My first thought is that there are loops in musical notation, but there is no way to write conditional branches, right?
I'm not a musician, so perhaps someone can help fill in the gaps?
Yes, if you admit a few instructions for transposition—uncommon but not unknown.
You can then interpret a piece as Choon, which is Turing-complete. The performer is the memory: they must remember the number of notes by which the piece is currently transposed, and all of the notes they have played thus far. Obviously it’s feasible only for a computer, or perhaps a savant.
From the Choon manual:
A John Cage is just a rest, a Tuning Fork is (roughly) dal segno, and a marker is a segno. I suppose the tuning fork could be played by an additional performer to whom the primary performer responds, but the principle is the same.
Turing completeness requires, at a minimum, three things: an infinite loop, a conditional jump (if-then), and a way to store the results of calculations to somewhere in memory. Even if musical notation had conditional jumps, it doesn't have state, so no, it's not Turing-complete.
The standard proof for a language to be Turing complete is to write a Turing machine in that language. This proves that there's an equivalence between the language (usually a subset of the language) and the Turing machine.
The notion of "Musical Notation" is a bit slippery. There is a lot of standardized engraving that is used. However. There are envelope-pushing composers who write all kinds of crazy stuff down on paper.
Let's pretend you want to focus on the subset of musical notation that is considered standard enough to be part of Finale or Sibelius or some main-stream engraving toolset.
For Python (or C or whatever) you define the symbols, the tape, the transition rules, and the various actions which update the tape to reflect state change and tape motion, reading and writing symbols on the tape.
Using "Musical Notation", we have to define symbols and the stateful tape, the transition rules and the various actions which update the tape.
What we lack is a stateful tape and rules that tell the musicians how how to responds to symbols on the tape and how to update that tape.
In a sense, the noises flowing around in the air might be the stateful tape. But. There's no easy way to rewind the tape. This lack of rewind means that the performer would have to keep a private "tape" of some kind.
This gets outside musical notation and into some other extra-musical instructions to the performer.
Much of the notation is open to interpretation, and natural language instructions are an accepted aspect of musical notation -- and have been throughout most if not all of the history of Western notated music.
Fermatas by definition depend on the performer's discretion, which means that it would depend on their own state, which is almost always altered by the music in conjunction to external factors -- so this raises some questions on the stateless nature of musical notation.
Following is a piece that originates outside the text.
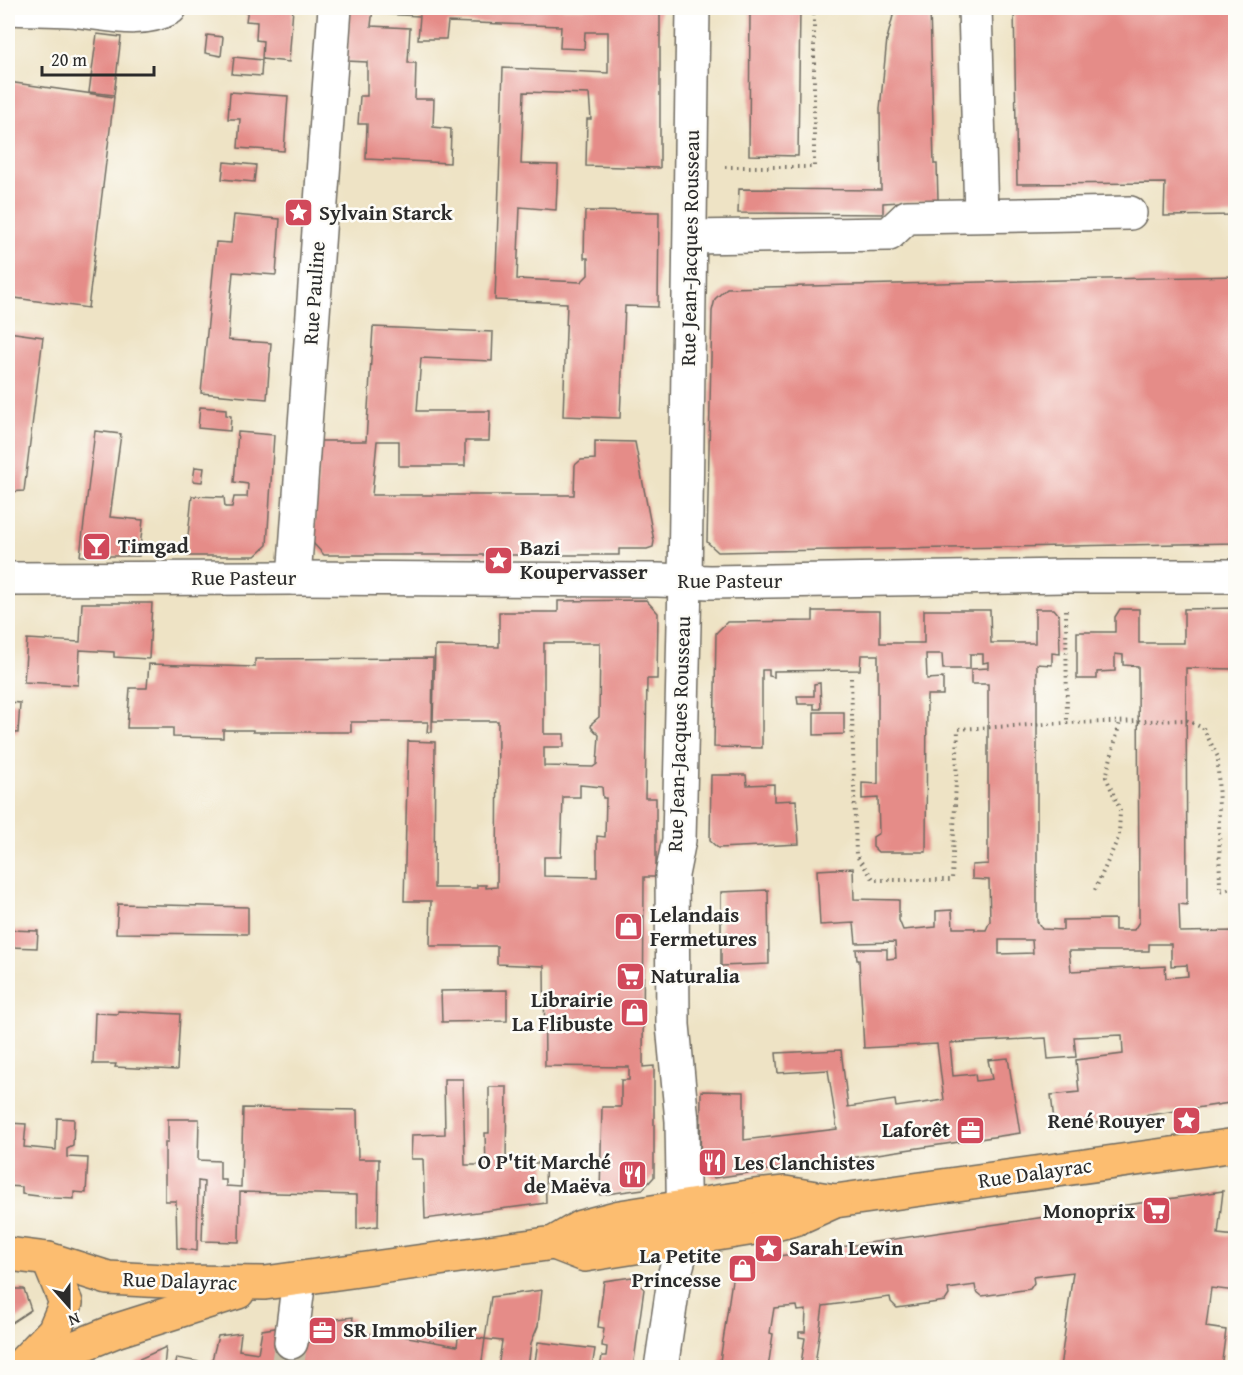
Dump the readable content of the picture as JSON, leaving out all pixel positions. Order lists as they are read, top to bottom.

Canon a 2 per Tonus from Bach's Musical Offering is an infinitely looped piece whose tonality rises by a whole step each time through for as long as the piece is performed.
More recently, it's common to see instructions such as "repeat for each soloist" in, for instance, notated versions of Jazz pieces such as Dave Brubeck's Take Five.
That said, aside from inherently arbitrary aspects like the fermata, as the other answers state, musical notation with nothing but the general symbols is probably not Turing complete.
It is not related to Turing complete languages as it is a descriptive language. There are no commands in terms of calculation or modifying data, no states, no input, no output except for the result of the description itself.
Also there are no conditional jumps depending on the input. When you resolve all the jumps you get a linear structure, not a tree. So all "programs" which can be modelled by this language are linear without any loops or jumps at all.